━━━━━ Exercise input ━━━━━

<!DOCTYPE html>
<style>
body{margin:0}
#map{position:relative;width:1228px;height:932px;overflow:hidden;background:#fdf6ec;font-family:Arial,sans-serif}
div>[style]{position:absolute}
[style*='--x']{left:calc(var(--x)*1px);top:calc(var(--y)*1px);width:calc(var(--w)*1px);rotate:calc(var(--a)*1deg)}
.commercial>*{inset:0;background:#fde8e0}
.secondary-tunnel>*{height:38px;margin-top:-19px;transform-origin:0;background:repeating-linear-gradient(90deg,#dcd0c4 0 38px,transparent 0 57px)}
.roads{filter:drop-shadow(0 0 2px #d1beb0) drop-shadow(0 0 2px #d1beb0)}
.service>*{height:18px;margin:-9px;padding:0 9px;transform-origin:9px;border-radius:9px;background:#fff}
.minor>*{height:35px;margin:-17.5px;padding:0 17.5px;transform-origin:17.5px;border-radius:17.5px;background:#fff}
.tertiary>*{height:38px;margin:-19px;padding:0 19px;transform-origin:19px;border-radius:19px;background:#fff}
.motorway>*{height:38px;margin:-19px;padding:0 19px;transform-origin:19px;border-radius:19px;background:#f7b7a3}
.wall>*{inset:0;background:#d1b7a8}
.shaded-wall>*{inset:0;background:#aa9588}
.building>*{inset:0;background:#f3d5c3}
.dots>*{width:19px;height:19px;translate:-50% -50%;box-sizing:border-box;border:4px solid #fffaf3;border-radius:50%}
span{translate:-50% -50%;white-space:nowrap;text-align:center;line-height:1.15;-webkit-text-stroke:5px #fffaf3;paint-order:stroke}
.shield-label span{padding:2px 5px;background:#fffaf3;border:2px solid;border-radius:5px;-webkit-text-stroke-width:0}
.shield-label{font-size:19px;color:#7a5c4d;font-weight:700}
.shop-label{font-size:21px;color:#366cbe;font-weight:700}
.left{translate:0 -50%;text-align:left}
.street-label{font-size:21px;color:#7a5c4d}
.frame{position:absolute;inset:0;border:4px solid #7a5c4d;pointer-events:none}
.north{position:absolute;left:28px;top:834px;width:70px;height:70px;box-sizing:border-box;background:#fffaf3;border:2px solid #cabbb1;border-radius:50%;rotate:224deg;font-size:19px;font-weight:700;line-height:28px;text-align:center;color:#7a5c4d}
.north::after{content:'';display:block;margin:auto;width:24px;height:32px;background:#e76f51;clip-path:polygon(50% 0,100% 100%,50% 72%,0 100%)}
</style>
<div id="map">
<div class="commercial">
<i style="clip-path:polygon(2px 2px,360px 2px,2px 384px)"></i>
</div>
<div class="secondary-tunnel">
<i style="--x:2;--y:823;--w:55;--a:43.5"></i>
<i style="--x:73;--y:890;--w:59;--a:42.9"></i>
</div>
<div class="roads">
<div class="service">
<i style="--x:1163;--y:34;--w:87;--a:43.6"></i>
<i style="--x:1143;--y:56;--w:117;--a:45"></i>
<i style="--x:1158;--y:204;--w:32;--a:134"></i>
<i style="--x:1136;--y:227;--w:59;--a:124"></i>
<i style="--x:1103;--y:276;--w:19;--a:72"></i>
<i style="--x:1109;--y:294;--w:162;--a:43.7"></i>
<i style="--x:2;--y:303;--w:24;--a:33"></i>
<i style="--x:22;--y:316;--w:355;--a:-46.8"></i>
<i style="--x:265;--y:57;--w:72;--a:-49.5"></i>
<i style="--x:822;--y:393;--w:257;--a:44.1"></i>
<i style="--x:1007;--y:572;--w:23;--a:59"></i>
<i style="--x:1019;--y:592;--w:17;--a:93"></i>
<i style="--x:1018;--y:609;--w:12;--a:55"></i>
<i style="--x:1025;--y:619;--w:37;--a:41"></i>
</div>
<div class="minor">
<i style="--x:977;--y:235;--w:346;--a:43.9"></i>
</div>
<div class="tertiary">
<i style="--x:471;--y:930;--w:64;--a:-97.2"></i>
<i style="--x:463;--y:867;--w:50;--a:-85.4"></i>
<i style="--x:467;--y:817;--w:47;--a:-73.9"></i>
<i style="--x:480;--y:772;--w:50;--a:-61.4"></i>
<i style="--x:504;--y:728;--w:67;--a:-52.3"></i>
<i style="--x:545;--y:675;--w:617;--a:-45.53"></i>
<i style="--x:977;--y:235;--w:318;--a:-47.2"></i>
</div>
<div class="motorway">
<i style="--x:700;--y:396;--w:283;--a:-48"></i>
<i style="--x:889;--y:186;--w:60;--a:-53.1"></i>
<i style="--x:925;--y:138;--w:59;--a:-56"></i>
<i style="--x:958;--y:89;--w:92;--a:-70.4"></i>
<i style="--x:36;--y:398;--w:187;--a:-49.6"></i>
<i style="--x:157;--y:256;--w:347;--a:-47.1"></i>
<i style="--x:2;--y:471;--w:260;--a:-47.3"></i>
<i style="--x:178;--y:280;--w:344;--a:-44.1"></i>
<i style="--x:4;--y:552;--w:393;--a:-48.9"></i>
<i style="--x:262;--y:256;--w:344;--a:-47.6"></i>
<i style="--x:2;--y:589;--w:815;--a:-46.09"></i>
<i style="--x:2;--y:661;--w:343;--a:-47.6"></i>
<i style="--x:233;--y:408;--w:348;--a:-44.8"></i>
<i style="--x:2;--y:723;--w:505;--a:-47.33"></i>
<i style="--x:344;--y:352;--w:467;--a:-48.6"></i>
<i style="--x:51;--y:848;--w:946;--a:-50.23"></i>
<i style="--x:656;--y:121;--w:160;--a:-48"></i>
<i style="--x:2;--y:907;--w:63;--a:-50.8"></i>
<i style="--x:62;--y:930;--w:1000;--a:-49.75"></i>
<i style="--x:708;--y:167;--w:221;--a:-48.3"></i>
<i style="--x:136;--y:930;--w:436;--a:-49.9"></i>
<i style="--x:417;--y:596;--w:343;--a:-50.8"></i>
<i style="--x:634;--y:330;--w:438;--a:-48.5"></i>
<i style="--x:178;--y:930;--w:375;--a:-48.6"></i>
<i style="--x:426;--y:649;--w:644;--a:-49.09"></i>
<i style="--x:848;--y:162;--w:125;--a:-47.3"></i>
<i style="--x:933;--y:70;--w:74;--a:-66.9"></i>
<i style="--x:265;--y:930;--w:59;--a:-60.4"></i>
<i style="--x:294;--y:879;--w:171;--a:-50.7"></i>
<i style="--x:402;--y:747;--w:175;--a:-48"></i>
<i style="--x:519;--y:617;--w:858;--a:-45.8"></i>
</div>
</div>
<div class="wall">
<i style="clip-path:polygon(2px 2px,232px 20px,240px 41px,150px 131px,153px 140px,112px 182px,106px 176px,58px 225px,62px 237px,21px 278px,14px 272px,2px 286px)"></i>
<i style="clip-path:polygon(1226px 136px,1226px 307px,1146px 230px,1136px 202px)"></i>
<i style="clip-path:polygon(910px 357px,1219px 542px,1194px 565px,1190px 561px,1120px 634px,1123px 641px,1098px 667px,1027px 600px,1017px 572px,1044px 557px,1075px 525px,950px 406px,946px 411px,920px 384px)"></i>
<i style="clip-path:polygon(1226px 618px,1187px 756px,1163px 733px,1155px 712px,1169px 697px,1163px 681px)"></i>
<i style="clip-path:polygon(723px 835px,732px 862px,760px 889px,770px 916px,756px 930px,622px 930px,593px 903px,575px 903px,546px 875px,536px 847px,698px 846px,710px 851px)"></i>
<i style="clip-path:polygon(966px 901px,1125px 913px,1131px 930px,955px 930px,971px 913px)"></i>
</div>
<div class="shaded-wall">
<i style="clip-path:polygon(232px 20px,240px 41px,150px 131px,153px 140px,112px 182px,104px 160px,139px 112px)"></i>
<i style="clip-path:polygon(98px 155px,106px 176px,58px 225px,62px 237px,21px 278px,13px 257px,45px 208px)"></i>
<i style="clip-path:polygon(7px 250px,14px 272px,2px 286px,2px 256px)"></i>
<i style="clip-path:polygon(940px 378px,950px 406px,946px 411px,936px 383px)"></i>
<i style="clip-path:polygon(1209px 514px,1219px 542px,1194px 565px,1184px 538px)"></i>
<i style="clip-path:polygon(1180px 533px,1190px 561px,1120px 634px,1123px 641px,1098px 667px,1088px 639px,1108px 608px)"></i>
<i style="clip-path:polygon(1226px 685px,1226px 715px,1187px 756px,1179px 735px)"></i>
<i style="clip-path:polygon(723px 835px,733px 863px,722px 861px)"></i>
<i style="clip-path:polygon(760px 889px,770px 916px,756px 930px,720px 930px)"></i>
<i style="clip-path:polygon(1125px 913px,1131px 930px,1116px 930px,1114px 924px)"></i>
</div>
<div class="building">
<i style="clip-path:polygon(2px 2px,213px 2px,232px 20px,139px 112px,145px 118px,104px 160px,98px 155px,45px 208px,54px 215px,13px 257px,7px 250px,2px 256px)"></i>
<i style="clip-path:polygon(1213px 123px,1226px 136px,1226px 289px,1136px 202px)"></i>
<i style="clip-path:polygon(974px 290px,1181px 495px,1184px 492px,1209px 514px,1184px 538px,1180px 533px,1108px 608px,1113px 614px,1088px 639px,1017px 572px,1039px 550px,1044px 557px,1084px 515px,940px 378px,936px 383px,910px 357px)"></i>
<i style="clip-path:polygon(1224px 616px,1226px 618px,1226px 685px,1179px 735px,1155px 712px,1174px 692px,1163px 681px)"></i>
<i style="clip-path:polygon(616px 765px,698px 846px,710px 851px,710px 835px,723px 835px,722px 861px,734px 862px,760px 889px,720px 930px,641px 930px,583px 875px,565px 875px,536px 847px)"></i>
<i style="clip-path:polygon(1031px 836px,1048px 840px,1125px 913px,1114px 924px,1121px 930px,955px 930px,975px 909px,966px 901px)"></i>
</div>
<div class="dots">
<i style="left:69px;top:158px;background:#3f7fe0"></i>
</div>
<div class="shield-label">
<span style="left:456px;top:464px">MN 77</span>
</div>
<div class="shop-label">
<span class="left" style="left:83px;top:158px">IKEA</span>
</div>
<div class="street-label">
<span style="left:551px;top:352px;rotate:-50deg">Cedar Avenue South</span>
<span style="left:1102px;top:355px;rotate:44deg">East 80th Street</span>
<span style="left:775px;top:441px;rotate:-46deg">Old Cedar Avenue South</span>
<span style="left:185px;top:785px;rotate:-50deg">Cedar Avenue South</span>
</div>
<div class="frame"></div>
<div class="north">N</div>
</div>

━━━━━
━━━━━ Exercise input ━━━━━

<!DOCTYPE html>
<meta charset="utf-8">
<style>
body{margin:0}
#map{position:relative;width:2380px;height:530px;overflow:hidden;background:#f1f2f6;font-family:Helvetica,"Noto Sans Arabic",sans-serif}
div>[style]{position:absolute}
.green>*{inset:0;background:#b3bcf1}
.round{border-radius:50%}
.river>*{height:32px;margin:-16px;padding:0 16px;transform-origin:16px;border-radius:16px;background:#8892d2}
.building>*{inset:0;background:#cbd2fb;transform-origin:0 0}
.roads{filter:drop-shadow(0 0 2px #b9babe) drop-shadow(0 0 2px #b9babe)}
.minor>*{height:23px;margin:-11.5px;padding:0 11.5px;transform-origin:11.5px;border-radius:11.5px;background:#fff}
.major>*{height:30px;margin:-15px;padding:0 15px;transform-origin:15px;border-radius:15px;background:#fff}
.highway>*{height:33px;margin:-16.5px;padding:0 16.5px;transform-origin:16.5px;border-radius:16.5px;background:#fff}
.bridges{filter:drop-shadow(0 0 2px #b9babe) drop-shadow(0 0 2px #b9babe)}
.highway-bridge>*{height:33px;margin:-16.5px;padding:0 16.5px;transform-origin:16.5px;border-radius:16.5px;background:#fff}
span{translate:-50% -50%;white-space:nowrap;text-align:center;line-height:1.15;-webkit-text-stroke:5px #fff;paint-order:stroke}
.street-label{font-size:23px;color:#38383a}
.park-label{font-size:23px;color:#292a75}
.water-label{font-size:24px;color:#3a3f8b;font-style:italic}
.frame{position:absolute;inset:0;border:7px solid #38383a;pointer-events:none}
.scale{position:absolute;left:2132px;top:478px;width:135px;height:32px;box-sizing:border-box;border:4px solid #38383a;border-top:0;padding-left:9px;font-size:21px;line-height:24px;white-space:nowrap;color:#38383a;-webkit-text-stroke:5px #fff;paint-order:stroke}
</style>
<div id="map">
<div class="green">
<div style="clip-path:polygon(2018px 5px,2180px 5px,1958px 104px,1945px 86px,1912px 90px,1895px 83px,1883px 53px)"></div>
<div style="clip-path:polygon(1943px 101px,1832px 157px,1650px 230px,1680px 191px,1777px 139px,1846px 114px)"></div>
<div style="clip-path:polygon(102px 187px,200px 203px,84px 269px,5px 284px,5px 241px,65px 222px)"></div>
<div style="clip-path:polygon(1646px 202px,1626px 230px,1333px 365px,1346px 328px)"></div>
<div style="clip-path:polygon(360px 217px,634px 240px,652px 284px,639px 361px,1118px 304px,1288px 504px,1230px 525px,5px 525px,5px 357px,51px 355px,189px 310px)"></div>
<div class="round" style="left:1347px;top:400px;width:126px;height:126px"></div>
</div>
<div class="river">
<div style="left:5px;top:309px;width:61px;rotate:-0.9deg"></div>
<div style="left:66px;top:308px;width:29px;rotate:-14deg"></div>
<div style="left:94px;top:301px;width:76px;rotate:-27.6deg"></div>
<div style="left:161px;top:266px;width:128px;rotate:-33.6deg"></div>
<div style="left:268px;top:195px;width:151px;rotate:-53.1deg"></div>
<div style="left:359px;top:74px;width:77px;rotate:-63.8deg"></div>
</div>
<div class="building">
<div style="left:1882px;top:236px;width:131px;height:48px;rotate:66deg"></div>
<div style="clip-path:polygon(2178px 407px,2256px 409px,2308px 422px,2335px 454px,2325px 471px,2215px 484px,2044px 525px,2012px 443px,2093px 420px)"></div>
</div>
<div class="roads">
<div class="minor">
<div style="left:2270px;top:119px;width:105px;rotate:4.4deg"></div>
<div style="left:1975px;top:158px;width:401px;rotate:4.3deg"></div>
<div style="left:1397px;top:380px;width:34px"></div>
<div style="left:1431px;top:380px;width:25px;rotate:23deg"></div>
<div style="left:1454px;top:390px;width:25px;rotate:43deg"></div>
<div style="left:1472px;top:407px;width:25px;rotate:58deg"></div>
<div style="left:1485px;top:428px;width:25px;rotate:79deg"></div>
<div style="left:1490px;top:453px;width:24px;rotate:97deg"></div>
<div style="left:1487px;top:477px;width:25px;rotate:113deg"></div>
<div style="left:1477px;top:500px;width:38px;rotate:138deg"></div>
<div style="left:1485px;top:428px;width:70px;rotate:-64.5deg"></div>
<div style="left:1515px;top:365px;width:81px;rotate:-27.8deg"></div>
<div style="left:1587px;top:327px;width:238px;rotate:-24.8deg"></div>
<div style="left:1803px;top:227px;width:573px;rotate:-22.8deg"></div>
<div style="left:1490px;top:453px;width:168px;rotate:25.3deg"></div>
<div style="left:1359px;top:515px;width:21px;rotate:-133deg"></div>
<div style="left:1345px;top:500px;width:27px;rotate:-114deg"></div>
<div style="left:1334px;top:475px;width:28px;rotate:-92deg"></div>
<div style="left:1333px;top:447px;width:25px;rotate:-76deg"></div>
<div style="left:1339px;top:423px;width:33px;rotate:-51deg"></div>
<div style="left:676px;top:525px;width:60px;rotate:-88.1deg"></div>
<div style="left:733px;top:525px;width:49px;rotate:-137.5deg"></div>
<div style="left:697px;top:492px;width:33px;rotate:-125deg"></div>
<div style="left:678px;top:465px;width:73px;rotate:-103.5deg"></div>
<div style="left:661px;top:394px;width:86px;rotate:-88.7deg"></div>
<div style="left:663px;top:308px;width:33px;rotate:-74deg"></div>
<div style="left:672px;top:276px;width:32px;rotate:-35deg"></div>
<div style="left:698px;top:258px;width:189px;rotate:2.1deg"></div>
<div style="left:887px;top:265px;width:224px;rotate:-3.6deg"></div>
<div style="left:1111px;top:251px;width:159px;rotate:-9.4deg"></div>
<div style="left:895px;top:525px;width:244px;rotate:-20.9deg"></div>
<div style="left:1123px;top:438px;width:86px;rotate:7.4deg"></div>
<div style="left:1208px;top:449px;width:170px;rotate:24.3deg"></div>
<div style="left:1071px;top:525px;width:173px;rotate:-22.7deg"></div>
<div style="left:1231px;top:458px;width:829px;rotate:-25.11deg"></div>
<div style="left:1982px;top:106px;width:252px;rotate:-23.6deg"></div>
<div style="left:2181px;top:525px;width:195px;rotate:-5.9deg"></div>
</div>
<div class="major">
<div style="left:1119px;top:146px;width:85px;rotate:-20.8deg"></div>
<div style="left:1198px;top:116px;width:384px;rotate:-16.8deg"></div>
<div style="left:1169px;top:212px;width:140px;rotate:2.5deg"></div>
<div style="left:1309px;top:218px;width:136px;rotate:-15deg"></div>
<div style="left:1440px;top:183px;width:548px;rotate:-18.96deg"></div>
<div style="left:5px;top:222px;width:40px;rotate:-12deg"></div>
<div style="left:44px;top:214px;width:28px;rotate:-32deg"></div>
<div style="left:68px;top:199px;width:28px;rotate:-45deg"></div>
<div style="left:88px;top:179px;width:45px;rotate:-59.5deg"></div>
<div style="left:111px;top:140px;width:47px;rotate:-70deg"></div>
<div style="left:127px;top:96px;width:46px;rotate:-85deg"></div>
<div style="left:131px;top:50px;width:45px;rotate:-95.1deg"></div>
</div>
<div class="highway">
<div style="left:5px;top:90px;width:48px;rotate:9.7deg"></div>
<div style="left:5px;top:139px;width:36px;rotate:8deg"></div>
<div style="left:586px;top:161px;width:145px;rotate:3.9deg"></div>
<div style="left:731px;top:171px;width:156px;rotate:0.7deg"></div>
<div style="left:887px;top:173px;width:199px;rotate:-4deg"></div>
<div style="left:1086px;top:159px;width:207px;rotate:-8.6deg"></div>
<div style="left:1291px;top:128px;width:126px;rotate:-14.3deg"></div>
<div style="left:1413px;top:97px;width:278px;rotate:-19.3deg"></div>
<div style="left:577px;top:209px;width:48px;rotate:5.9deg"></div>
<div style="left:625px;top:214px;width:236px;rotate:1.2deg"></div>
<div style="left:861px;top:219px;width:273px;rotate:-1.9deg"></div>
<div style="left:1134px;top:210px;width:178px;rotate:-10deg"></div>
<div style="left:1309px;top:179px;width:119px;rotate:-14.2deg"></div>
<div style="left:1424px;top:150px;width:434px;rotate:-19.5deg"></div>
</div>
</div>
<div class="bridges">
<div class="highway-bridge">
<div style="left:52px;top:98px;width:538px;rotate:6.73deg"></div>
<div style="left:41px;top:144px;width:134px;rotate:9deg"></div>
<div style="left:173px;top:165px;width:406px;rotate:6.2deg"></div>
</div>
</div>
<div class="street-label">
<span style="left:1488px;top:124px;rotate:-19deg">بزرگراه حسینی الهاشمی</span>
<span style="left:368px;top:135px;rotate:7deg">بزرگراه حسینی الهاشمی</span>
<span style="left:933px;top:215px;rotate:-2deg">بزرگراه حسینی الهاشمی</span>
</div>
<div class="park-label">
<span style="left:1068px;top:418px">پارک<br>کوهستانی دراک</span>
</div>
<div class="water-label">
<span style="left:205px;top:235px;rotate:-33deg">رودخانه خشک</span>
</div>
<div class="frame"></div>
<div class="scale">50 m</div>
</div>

━━━━━

What you have to do: Search the entries above for the string "relative". Copy each line in which it appears.

Completed exercise:
#map{position:relative;width:1228px;height:932px;overflow:hidden;background:#fdf6ec;font-family:Arial,sans-serif}
#map{position:relative;width:2380px;height:530px;overflow:hidden;background:#f1f2f6;font-family:Helvetica,"Noto Sans Arabic",sans-serif}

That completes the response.